Pour ce second Périple Mythologique, 13 auteurs ont chaussé leurs mocassins et sont partis sur les traces des légendes amérindiennes.

Enquête dans les terres apaches, manifestations surnaturelles chez les Hopis, mystères polaires des Inuits, mémoire des Sioux encore hantés par la Ghost Dance et Little Big Horn…

L’oiseau-tonnerre traverse le ciel. Sous ses ailes déployées chantent les ultimes totems.

Alors approche, ami lecteur.

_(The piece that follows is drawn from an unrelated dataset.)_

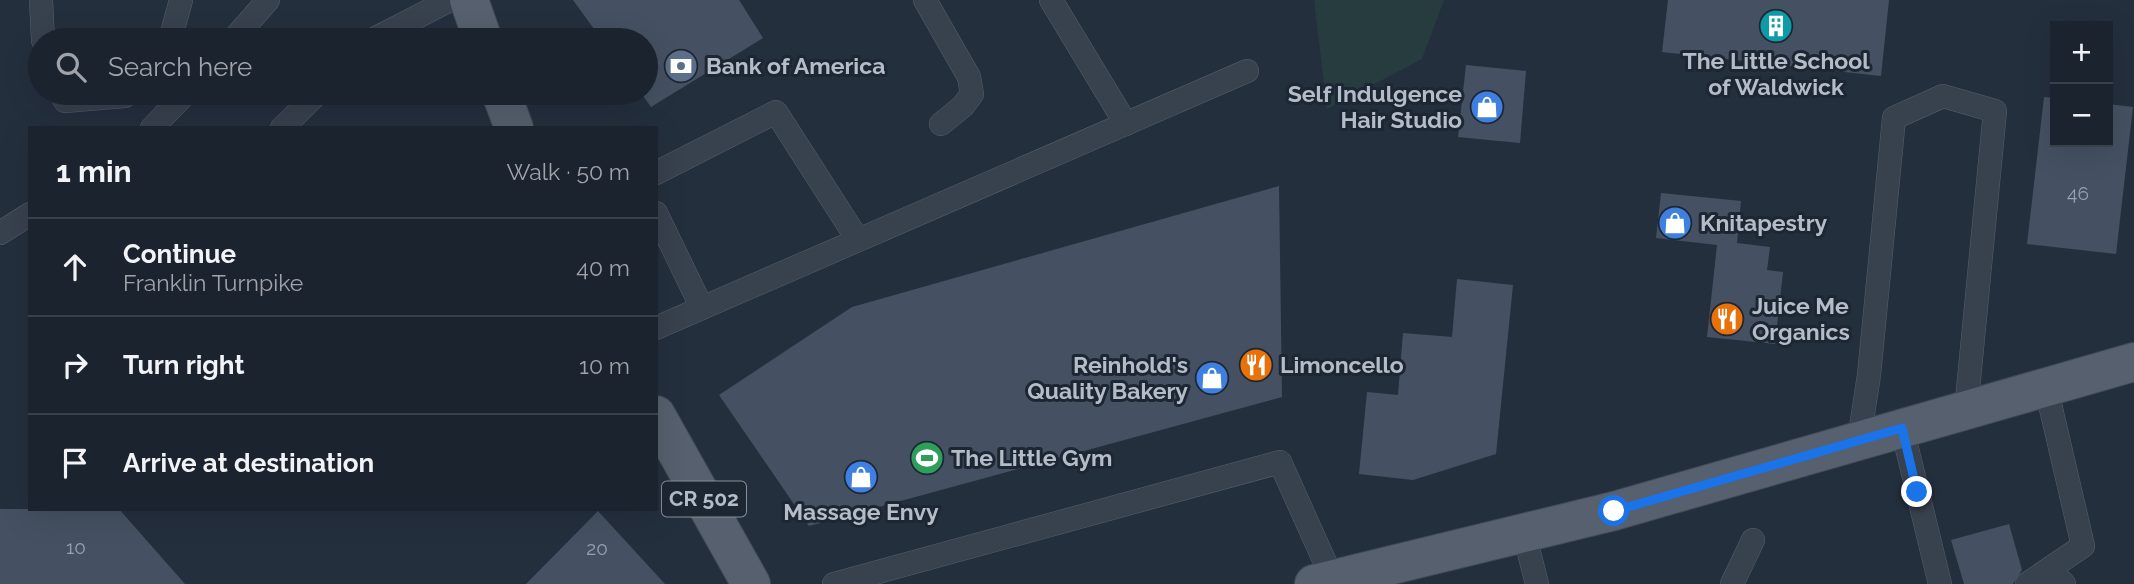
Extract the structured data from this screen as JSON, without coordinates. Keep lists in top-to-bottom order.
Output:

Viens en paix, prends place, et que le souffle du Grand Esprit, bienveillant ancêtre sous sa coiffe enrichie de ces treize plumes, bénisse ta lecture.

 

Auteurs au sommaire : Marie Barthelet, Armand Cabasson, Jean-Michel Calvez, Nicolas Cluzeau, Sophie Dabat, Marie-Catherine Daniel, Franck Ferric, Jacques Fuentealba, Carole Grangier, Denis Labbé, Aurore Perrault, Pierre-Alexandre Sicart, Vanessa Terral.

 

Petit tour d’horizon des textes

« Totem », de Franck Ferric nous fait découvrir en quelques pages l’histoire de ces terres du Nouveau Monde, par la voix d’un arbre « enraciné à une terre déjà ancienne » qui nous raconte les hommes, les exilés, les chasseurs, les ouvriers, et son ami le faucon. Un texte que j’ai trouvé très émouvant et qui constitue une excellente introduction aux thèmes et aux lieux qui vont suivre.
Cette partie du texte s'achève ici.